## Work task
Search the listing for the word "fabs" and copy every line where it turns up.

## Materials provided
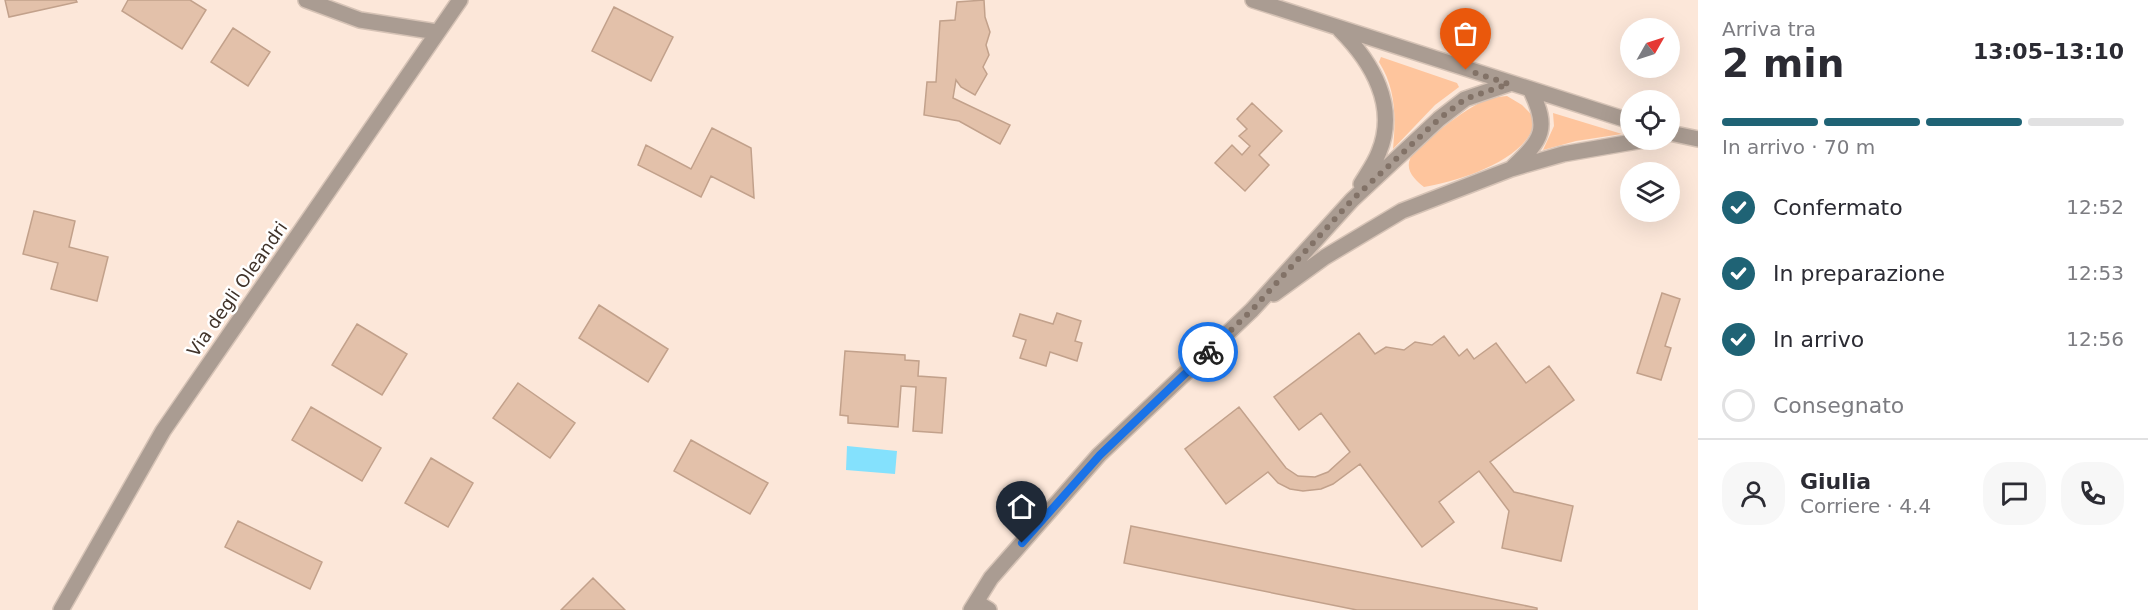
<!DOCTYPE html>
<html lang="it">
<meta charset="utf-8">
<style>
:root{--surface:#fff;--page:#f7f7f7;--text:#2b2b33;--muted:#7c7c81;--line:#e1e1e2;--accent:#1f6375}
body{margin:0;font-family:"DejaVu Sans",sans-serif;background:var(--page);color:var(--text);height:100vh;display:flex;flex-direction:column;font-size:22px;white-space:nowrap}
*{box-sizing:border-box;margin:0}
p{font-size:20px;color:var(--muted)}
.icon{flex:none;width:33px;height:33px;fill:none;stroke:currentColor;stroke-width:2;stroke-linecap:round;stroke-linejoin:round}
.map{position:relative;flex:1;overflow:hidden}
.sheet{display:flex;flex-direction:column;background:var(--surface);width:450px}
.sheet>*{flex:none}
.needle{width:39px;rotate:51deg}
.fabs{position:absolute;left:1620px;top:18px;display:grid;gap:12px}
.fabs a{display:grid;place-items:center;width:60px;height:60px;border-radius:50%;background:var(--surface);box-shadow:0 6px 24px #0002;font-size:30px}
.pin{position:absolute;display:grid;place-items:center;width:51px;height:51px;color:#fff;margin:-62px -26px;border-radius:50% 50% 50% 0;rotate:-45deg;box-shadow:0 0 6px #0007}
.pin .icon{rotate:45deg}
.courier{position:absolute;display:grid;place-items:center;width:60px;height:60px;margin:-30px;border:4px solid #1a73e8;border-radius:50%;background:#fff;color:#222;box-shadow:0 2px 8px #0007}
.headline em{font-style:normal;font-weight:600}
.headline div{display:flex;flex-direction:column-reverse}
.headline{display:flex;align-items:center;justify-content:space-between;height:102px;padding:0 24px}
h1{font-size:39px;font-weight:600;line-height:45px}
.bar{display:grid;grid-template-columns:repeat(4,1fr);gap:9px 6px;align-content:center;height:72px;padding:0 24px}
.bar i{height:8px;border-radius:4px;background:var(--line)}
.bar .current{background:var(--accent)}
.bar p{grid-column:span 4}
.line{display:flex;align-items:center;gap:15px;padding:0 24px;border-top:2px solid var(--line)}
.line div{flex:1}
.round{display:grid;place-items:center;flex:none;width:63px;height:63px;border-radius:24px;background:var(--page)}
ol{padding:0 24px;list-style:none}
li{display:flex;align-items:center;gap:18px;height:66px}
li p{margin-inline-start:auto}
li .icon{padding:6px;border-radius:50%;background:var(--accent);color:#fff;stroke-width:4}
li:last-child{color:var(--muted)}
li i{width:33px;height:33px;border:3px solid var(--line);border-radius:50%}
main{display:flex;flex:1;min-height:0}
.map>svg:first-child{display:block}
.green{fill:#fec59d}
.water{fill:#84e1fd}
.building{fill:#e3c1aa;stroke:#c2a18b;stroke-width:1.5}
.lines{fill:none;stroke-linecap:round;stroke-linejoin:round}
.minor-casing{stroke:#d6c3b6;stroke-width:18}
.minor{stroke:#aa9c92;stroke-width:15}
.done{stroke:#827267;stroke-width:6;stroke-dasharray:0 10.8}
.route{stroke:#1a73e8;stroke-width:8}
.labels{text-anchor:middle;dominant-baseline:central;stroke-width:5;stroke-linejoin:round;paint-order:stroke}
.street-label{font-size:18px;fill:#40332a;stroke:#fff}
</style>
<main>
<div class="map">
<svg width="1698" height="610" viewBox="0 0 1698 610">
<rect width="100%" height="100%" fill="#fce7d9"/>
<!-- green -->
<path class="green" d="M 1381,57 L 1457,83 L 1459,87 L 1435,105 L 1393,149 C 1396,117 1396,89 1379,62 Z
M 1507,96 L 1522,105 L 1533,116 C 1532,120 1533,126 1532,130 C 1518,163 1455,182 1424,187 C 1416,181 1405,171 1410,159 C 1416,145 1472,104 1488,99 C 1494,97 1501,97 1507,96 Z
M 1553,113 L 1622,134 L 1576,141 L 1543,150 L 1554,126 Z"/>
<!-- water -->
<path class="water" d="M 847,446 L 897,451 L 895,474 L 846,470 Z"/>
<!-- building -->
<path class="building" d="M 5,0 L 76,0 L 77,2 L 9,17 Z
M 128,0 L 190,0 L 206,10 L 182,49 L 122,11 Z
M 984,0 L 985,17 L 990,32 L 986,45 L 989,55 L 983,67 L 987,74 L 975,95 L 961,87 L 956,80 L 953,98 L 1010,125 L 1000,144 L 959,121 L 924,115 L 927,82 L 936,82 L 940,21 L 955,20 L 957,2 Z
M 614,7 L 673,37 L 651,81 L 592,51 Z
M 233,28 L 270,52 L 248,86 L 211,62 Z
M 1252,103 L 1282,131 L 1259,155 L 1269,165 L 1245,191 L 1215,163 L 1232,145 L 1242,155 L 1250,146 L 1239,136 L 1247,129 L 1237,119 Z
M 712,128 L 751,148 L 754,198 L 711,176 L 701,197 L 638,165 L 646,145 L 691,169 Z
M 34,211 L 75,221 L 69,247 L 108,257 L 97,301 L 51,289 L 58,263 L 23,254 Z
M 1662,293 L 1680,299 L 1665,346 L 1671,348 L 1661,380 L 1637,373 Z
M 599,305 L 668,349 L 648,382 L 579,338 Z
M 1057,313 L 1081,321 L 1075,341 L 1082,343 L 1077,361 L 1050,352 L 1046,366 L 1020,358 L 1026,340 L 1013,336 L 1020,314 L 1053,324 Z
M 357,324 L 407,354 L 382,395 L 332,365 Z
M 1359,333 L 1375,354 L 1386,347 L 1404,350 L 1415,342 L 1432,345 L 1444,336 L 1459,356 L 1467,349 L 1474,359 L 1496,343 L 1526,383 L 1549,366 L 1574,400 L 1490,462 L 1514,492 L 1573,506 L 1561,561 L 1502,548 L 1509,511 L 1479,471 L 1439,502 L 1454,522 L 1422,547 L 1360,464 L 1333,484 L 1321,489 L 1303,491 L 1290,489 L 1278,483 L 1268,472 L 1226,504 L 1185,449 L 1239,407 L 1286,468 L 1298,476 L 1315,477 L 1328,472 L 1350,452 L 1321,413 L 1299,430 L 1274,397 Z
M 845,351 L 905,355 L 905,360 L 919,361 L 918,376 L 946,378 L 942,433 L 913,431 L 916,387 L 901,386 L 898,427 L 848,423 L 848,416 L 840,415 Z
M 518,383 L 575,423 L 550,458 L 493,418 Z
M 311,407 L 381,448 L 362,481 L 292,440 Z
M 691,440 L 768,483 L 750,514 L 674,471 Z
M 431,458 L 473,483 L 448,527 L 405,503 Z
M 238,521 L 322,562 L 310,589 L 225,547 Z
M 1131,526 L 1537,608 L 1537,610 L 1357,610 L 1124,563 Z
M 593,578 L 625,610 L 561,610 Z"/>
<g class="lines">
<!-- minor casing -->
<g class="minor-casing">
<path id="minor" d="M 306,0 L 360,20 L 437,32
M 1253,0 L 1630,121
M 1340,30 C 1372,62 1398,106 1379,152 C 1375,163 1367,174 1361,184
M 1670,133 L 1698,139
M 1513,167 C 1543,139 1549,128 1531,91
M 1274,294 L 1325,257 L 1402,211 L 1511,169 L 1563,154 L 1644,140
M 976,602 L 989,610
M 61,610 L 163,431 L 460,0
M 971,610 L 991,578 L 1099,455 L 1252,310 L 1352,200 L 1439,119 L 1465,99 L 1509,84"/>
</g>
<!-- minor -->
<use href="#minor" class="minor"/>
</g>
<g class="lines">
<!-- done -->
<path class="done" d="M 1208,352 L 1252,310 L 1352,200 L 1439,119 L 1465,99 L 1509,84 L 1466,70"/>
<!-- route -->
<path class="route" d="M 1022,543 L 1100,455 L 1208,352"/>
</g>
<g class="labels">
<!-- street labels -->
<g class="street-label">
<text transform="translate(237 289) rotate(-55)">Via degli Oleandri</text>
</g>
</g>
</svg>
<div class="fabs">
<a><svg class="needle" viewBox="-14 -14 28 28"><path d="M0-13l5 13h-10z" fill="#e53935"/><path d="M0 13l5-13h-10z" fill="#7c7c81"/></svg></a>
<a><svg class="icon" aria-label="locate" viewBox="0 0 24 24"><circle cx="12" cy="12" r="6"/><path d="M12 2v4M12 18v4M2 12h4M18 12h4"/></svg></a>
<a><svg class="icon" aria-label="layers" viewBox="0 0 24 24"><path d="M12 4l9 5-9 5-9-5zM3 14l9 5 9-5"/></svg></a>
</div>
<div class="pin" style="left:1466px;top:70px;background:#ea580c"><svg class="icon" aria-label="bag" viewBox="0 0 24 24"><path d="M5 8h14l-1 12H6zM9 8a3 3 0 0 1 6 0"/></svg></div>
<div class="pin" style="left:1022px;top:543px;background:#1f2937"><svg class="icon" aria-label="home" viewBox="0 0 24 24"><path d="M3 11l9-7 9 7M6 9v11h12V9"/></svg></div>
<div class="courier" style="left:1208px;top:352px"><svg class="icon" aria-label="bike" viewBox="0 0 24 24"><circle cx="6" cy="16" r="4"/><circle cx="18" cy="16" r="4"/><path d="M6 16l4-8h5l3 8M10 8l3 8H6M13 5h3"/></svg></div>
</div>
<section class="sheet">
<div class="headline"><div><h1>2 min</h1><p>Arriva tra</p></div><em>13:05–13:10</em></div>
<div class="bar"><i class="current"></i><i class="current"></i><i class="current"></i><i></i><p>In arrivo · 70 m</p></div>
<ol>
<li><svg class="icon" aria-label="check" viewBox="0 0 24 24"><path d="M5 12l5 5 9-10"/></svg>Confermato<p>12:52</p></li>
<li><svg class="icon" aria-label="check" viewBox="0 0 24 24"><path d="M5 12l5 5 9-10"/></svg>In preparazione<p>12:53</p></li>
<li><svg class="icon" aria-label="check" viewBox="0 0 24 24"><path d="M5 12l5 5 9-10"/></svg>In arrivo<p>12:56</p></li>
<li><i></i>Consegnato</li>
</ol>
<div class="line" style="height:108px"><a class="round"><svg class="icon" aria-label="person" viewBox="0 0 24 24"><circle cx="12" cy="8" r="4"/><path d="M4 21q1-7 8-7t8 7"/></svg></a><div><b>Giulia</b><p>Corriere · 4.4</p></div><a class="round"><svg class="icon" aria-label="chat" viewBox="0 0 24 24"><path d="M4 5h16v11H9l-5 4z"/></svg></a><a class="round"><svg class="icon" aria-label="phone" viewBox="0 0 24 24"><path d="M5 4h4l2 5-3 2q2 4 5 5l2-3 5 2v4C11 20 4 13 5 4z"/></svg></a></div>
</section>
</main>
==
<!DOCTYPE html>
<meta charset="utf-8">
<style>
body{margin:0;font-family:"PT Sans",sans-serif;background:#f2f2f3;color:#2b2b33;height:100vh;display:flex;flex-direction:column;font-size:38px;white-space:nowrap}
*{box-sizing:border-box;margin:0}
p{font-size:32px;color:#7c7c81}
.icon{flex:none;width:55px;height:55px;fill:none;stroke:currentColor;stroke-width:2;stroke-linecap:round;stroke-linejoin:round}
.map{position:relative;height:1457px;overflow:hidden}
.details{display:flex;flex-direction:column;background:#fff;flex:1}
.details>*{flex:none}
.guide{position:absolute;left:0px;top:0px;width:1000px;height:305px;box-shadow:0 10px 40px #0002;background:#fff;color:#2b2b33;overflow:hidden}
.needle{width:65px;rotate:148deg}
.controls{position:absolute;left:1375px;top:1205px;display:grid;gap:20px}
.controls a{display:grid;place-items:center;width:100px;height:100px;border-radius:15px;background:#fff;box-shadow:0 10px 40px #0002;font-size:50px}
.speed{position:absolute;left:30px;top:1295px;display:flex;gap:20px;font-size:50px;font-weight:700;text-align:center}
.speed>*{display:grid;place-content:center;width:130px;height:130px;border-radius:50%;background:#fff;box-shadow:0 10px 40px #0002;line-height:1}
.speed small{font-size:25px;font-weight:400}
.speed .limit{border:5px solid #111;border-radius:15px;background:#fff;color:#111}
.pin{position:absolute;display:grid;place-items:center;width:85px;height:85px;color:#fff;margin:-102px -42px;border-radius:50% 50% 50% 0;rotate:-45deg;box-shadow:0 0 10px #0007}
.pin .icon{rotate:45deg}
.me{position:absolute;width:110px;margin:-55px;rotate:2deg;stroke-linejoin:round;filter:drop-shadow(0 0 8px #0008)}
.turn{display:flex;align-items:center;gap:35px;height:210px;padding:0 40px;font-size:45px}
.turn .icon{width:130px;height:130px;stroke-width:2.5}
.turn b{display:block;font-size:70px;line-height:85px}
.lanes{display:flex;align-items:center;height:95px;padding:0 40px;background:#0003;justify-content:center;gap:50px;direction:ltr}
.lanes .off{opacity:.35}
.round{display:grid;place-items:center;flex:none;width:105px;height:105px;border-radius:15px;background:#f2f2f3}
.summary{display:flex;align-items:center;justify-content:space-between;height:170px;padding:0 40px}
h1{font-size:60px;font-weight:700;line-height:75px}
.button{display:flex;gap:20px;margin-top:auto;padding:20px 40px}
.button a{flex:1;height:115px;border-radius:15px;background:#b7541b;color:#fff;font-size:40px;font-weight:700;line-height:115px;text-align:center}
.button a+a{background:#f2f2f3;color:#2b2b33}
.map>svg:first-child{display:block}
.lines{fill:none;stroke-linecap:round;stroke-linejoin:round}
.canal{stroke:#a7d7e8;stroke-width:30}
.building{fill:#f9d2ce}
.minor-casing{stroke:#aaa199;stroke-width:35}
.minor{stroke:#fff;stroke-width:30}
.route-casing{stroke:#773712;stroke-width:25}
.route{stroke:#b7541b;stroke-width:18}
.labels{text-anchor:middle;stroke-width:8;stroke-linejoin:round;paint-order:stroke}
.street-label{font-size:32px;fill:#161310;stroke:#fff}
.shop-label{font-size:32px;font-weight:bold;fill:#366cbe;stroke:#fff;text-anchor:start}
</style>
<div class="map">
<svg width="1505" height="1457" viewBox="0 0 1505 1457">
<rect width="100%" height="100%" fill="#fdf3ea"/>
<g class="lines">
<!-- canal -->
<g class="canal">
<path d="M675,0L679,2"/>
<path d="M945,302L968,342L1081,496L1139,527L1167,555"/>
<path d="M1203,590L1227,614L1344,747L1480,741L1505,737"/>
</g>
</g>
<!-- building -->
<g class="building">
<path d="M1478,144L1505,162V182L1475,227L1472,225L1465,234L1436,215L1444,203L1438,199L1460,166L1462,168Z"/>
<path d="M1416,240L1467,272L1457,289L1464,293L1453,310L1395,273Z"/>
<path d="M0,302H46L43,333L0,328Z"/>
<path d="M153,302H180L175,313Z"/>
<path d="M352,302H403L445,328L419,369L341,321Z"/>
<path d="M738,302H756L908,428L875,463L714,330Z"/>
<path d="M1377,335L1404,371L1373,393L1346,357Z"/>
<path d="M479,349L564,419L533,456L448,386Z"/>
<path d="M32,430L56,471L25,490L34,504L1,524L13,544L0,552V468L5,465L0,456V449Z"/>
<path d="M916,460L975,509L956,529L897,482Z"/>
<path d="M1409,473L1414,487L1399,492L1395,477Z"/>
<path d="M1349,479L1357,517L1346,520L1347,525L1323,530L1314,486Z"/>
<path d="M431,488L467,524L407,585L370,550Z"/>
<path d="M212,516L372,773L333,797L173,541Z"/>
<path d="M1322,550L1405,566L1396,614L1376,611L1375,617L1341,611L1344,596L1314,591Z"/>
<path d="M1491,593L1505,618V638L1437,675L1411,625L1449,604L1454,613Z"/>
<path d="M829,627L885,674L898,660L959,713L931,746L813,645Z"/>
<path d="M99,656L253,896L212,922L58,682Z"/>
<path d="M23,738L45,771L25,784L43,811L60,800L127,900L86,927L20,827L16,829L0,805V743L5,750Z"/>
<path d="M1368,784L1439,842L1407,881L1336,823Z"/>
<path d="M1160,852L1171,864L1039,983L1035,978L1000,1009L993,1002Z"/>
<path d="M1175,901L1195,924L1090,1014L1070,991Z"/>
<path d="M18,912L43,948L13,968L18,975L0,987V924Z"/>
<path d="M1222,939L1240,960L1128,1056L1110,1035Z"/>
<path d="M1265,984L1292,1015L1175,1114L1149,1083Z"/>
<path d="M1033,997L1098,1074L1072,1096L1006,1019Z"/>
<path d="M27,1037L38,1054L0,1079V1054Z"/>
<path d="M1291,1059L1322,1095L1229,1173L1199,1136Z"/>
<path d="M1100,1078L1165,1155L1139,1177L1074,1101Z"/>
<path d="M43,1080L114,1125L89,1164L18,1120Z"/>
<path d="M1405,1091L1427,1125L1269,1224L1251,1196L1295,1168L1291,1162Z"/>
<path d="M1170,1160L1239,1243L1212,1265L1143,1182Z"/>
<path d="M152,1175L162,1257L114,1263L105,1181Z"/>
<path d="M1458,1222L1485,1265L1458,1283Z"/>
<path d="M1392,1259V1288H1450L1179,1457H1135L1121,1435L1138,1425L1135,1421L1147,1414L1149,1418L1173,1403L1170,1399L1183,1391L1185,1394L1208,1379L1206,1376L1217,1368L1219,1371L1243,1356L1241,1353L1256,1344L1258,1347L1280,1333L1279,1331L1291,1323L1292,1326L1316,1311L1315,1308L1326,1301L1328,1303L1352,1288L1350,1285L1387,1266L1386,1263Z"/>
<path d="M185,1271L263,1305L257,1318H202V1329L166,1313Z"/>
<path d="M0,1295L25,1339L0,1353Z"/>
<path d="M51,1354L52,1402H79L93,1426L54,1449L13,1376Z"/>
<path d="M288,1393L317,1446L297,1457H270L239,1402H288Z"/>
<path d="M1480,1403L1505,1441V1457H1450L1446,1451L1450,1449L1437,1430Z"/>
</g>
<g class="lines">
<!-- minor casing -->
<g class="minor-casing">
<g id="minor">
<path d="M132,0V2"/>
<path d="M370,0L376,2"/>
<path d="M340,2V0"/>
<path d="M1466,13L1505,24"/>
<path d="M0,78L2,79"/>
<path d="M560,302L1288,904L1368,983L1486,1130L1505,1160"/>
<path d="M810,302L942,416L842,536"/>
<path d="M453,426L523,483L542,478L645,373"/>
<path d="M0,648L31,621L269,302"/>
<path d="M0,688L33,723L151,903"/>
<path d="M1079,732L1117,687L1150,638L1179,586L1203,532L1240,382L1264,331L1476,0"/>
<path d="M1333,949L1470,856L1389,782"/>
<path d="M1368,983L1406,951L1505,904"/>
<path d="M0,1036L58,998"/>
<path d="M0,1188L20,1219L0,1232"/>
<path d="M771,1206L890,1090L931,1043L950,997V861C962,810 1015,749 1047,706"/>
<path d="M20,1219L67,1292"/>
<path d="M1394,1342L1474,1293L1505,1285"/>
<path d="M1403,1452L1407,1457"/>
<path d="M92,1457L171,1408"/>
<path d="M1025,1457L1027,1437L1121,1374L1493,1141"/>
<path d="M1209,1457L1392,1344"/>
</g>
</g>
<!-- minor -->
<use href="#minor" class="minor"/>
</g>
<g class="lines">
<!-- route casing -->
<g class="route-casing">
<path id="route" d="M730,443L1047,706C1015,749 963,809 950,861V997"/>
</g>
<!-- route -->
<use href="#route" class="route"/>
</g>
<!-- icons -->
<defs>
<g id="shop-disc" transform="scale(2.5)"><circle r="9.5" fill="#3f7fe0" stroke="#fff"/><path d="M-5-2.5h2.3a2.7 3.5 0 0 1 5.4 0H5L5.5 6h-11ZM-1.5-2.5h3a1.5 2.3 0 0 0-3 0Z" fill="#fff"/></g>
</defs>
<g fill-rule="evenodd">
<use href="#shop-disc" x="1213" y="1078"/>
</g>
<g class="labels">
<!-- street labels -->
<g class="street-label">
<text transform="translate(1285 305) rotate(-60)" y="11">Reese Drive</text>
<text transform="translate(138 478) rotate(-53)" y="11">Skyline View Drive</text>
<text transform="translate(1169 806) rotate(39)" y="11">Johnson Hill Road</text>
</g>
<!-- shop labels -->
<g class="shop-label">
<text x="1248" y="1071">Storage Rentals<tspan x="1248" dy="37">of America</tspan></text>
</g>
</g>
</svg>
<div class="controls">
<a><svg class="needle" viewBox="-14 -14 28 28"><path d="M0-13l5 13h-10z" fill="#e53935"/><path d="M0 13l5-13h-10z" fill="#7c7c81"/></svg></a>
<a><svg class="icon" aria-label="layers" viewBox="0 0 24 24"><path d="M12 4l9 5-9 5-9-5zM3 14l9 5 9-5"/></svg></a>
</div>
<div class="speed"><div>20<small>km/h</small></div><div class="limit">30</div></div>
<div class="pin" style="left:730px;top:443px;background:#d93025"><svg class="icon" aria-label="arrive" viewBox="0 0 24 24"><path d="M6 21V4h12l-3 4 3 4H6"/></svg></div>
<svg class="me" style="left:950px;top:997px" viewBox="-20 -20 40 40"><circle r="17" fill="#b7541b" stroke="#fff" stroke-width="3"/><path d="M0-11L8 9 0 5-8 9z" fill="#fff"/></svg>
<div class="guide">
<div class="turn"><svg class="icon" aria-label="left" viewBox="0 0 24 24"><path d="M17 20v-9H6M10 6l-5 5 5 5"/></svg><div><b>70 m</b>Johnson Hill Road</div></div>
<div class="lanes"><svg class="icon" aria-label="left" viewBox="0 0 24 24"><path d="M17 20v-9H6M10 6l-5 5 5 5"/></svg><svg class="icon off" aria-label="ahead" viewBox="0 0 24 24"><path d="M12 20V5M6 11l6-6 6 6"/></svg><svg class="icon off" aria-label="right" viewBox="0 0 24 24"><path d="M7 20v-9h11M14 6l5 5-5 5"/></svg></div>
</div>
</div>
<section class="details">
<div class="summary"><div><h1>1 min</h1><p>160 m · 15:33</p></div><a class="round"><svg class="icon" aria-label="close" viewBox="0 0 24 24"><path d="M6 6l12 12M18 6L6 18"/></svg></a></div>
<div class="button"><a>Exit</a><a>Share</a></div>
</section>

## Result of this task
.fabs{position:absolute;left:1620px;top:18px;display:grid;gap:12px}
.fabs a{display:grid;place-items:center;width:60px;height:60px;border-radius:50%;background:var(--surface);box-shadow:0 6px 24px #0002;font-size:30px}
<div class="fabs">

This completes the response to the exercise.